O recurso foi distribuído no Tribunal da Relação de Lisboa (TRL) no passado dia 15 e a defesa de Daniel Litvak contesta as medidas de coação que vão além do Termo de Identidade e Residência (TIR) - que decorre da constituição como arguido neste processo -, ou seja, a proibição de se ausentar de Portugal (com a entrega dos seus dois passaportes), as apresentações às autoridades três vezes por semana e a proibição de contactos com o também arguido João de Almeida Garrett.
Segundo o documento a que a Lusa teve acesso, a defesa do rabino da CIP - que foi detido em 10 de março pela Polícia Judiciária (PJ) -- nega que exista o perigo de fuga, de perturbação do inquérito ou de continuação da atividade criminosa por parte do arguido e refuta ainda a existência de indícios fortes da prática dos crimes imputados: falsificação de documento, tráfico de influência, corrupção ativa, branqueamento de capitais e associação criminosa.
Para a defesa de Daniel Litvak, a cargo do advogado Paulo Saragoça da Matta, a detenção fora de flagrante delito do rabino "foi ilegal", uma vez que foi ordenada pelo Ministério Público (MP) e tal só pode ocorrer quando se cumpram os requisitos de prisão preventiva.
A aplicação da medida de coação mais gravosa depende de indícios fortes e do cumprimento de outro pressuposto, neste caso, o de um crime doloso com pena de prisão superior a três anos, no qual se enquadraria a falsificação de documentos -- o único crime ao qual o Tribunal Central de Instrução Criminal (TCIC) reconheceu fortes indícios. Contudo, a falsificação de documentos tem apenas uma moldura penal igual a três anos de prisão.
"O MP não tinha competência para ordenar a detenção do arguido, porque não é, no caso, admissível a prisão preventiva", sustenta o recurso, que critica ainda os procuradores e a juíza de instrução por alegadamente violarem o direito constitucional de religião e de culto durante o período entre a detenção e o primeiro interrogatório judicial de Daniel Litvak, ao não permitirem as três orações diárias previstas na religião judaica.
A defesa do rabino alega ainda a invalidade do interrogatório por não ter sido disponibilizado um intérprete a Daniel Litvak, que tem nacionalidade israelita e argentina, assegurando que o arguido não domina o português.

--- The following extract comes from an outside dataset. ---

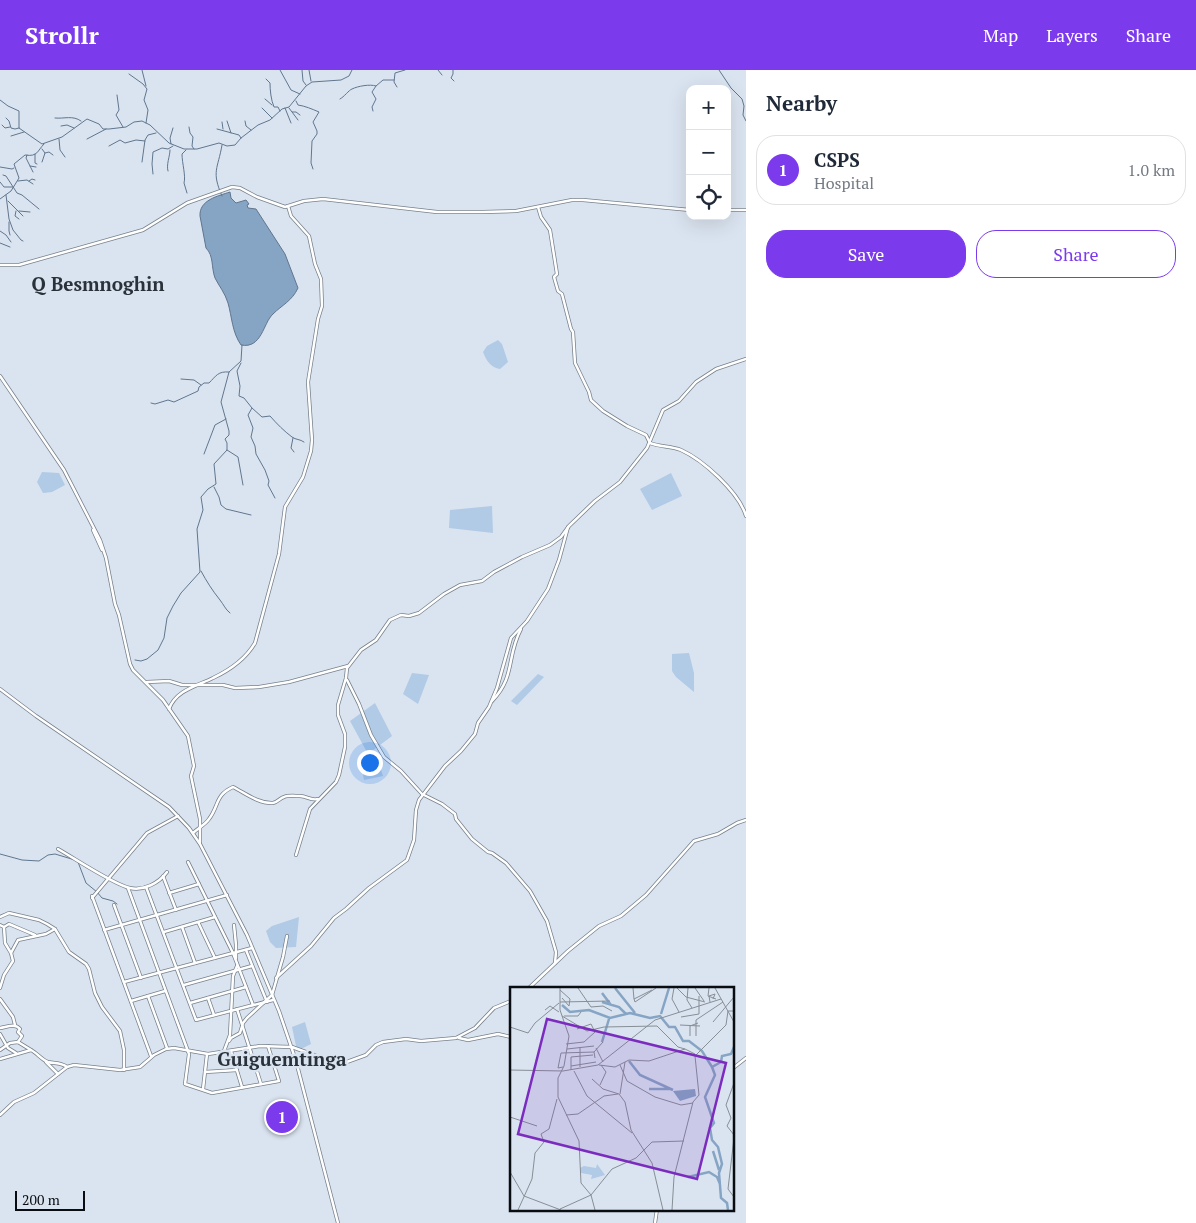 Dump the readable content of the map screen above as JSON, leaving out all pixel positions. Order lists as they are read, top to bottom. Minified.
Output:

Simultaneamente, denuncia que não foi logo entregue cópia da gravação do despacho proferido e censura a decisão do TCIC de entregar ao Departamento Central de Investigação e Ação Penal (DCIAP) a análise do pedido de cópia do despacho.

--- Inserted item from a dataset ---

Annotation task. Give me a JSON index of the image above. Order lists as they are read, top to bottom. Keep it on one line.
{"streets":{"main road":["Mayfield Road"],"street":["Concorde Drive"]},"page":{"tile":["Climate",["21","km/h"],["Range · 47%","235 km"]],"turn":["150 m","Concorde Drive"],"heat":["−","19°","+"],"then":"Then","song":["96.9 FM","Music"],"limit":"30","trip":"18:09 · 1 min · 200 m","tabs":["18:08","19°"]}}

Enfatizando uma limitação inconstitucional do direito de defesa, o rabino rebate também os elementos do processo de naturalização de Abramovich, ao vincar que só um documento foi elaborado pela CIP. "Apenas um dos documentos poderia, eventualmente, ser relacionado com a atividade desempenhada pelo arguido. (...) Sucede que nem esse documento foi escrito nem assinado pelo arguido", lê-se no recurso sobre o referido parecer, que foi assinado pela vice-presidente da CIP, Isabel Ferreira Lopes.
"Deve o despacho recorrido ser revogado e substituído por outro que, considerando os elementos de prova e os fundamentos elencados pelo MP na promoção, limite as medidas de coação do arguido ao TIR", refere a defesa, invocando ainda a revogação por ausência de perigo de fuga, a falta de fundamento para perturbação do inquérito e a "incongruência" de se invocar em simultâneo o perigo de fuga e o perigo de continuação da atividade criminosa.
Na resposta ao recurso, o MP refutou as acusações de supostas ilegalidades após a detenção de Daniel Litvak e assegurou que a prática dos crimes imputados ao arguido está fortemente indiciada, reiterando também a existência de perigo de fuga, de continuação da atividade criminosa e de perturbação do inquérito, concluindo que as medidas de coação aplicadas são necessárias, adequadas e proporcionais e que o recurso deve ser indeferido pelo TRL.
A Procuradoria-Geral da República confirmou em 19 de janeiro que a concessão da nacionalidade portuguesa ao empresário russo Roman Abramovich ao abrigo da Lei da Nacionalidade para os judeus sefarditas (judeus originários da Península Ibérica que foram expulsos de Portugal no século XVI) estava a ser alvo de uma investigação do MP.